The pattern of the distribution of the prestress force per anchor head could be estimated based upon the observation of the measured data. This section intends to find a solution that enables tracking of the distribution of the prestress force in an anchor using the measurement of the smart strand when one strand among those of the anchor is replaced by the smart strand.

During the prestressing of an anchor, the overall prestress force can be known by means of the load cell of the hydraulic jack. The mean prestress force can thus be obtained by dividing this total prestress force by the number of strands inserted to this anchor, and the standard deviation can then be calculated using Equation (2). Using these values, the distribution of the prestress force in the anchor can be estimated as a $\mathrm{N}\left(f_m,{\sigma }^2\right)$ normal distribution. This part corresponds to the first step in the estimation of the prestress force distribution shown in Figure 15. Here, the measurement given by the smart strand corresponds to just one value in the distribution.

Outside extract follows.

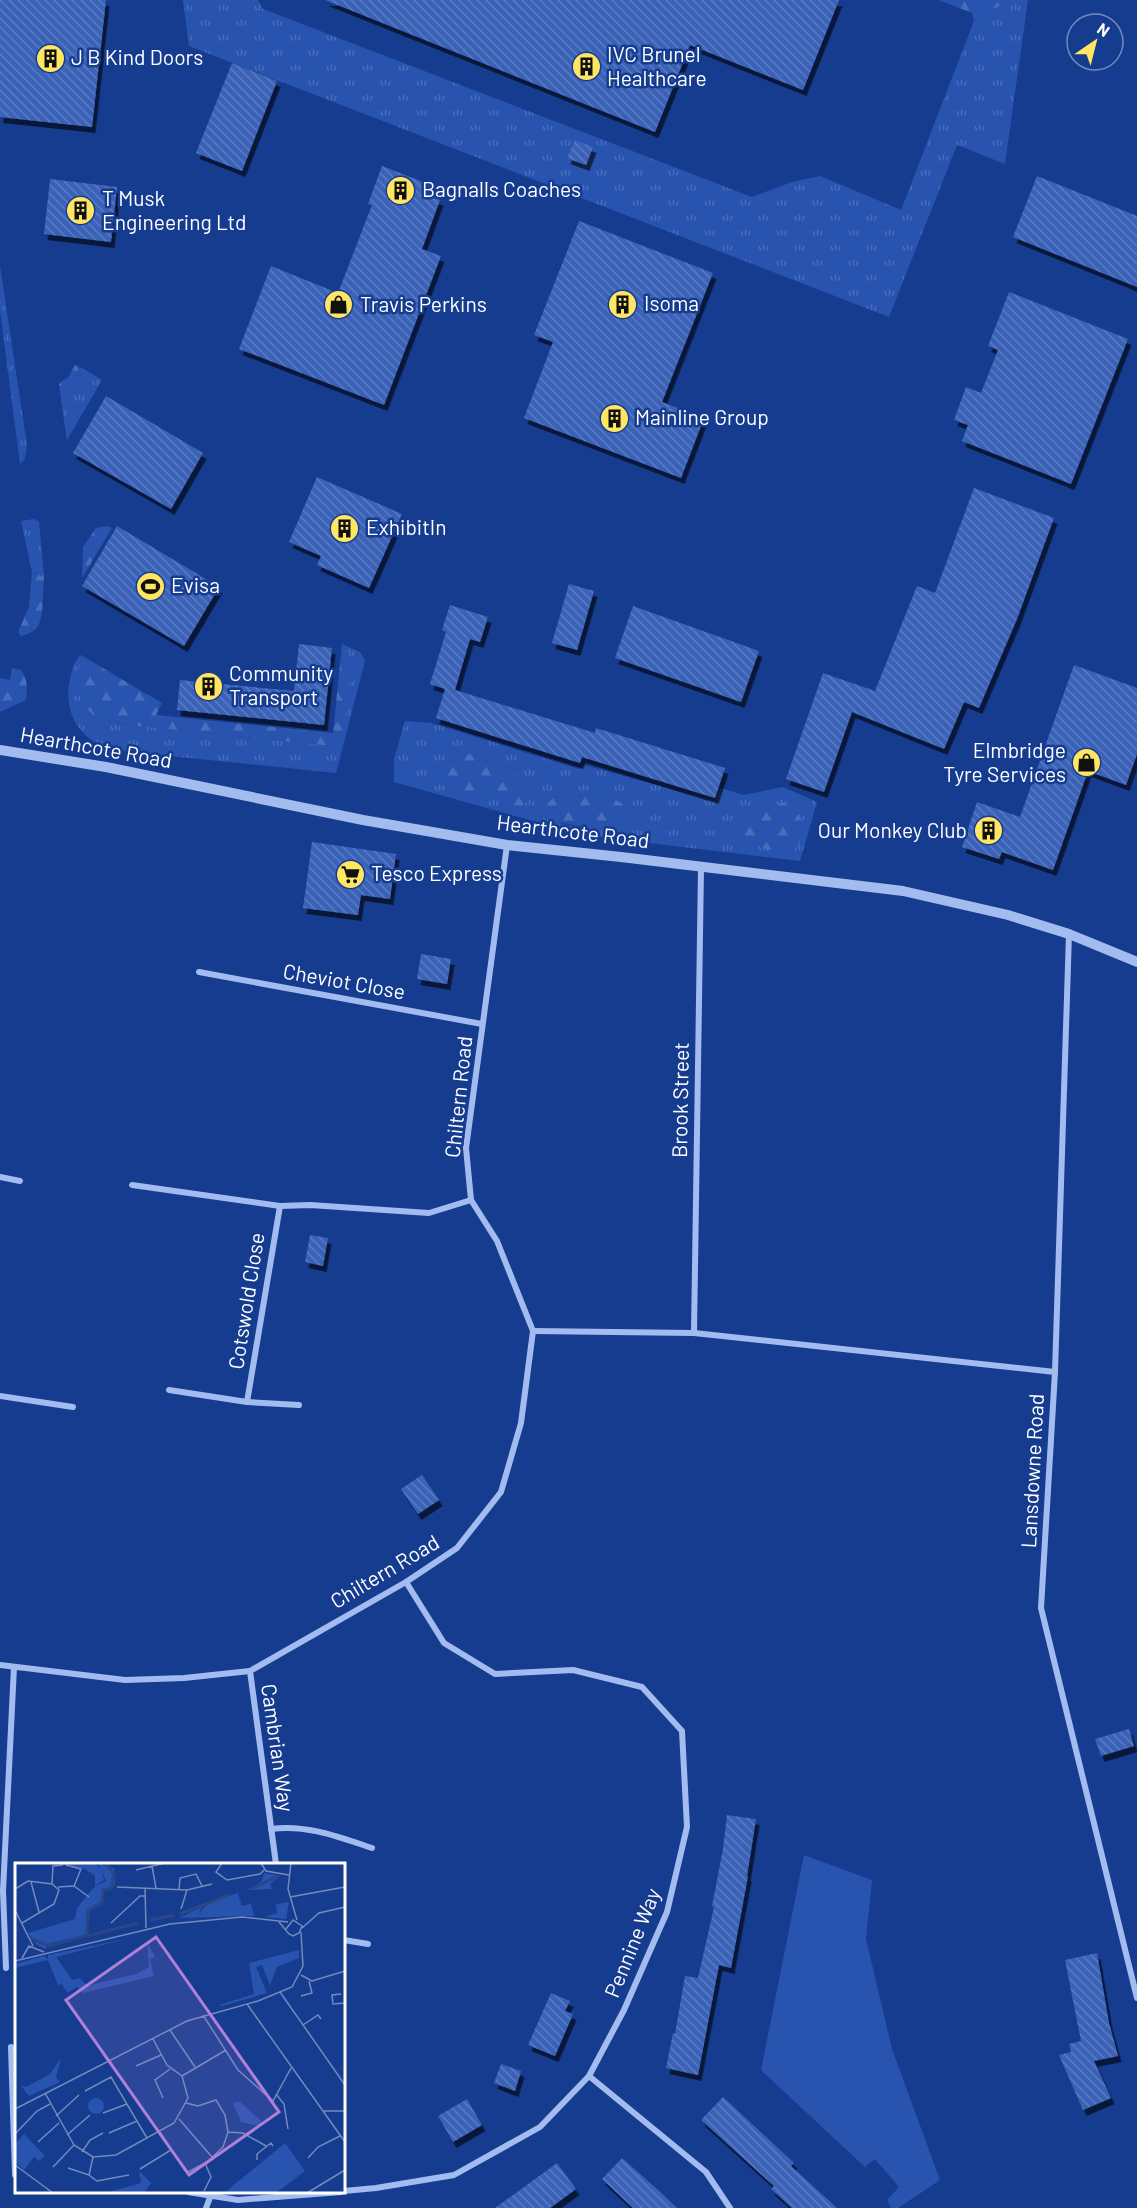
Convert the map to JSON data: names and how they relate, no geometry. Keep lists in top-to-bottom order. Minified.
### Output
{"streets":{"street":["Hearthcote Road","Cheviot Close","Chiltern Road","Brook Street","Cotswold Close","Lansdowne Road","Cambrian Way","Pennine Way"]},"crossings":[["Hearthcote Road","Chiltern Road"],["Hearthcote Road","Brook Street"],["Hearthcote Road","Lansdowne Road"],["Cheviot Close","Chiltern Road"],["Chiltern Road","Cotswold Close"],["Chiltern Road","Cambrian Way"],["Chiltern Road","Pennine Way"]],"places":{"building":["J B Kind Doors","IVC Brunel Healthcare","Bagnalls Coaches","T Musk Engineering Ltd","Isoma","Mainline Group","ExhibitIn","Community Transport","Our Monkey Club"],"shop":["Travis Perkins","Elmbridge Tyre Services"],"sports":["Evisa"],"supermarket":["Tesco Express"]},"north":"top right"}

In such a case, this measurement may not be in agreement with the mean prestress force.

After prestressing, the distribution pattern of the prestress force experiences continuous change due to the occurrence of long-term and short-term losses of prestress according to the use of the PSC structure. The long-term loss and the short-term loss of prestress corresponding to steps (2) and (3) in Figure 15 result in the variation of the value measured by the smart strand, which can be used to track the change in the state of the distribution of the prestress force.

Considering that the prestress force measured by the smart strand has changed by $\Delta f$ from the prestressing stage to a definite time, it is reasonable to assume that the distribution curve of the prestress force has also translated by $\Delta f$ during that period. Even if the change in the distribution of the prestress force can be computed more accurately considering the deformation inside the section of the structure, increasing the accuracy is not worth the effort since the distribution pattern of the prestress force is approximated as a normal distribution. Accordingly, the changed mean prestress force at the considered time becomes $f_m+\Delta f$. Noting that the standard deviation has not changed, this means that the distribution of the prestress force at this time can be estimated by the $\mathrm{N}\left(f_m+\Delta f,{\sigma }^2\right)$ normal distribution [5].

4. Conclusions

This study verified that the individual strands pertaining to the same anchor could sustain different prestress forces and proposed a method enabling the estimation of the distribution of the prestress force in the anchor head in order to improve the applicability of the smart strands when present in limited number in PSC structures. To that goal, a special electromagnetic (EM) sensor device, adaptable to various hydraulic jacks, was fabricated to measure the prestress force of each individual strand in the anchor head. This device was used to measure the distribution of the prestress force in a construction site having real PSC girders. Field-measurement of the prestress force was conducted on a total of 24 types of structures with different levels of prestress, number of strands, curvature of tendon, and girder length, averaging 49 girders, 194 anchors, and 2716 strands. Normality test showed that the measured prestress force per anchor head was normally distributed. The mean of the normal distribution could be obtained by dividing the total prestress force applied by the hydraulic jack by the number of strands inserted in the anchor head. The evaluation of the factors influencing the standard deviation revealed its dependency on the level of prestress only, and that it is not significantly affected by the length of the structure, tendon sag ratio, or number of strands. This evaluation enabled us to propose a formula estimating the standard deviation in terms of the mean prestress force so as to completely define the normal distribution. The so-obtained distribution of the prestress force, together with the measurement of the limited number of smart strands included in the anchor, were then used to track the change in the distribution of the prestress force in the in-service PSC structure.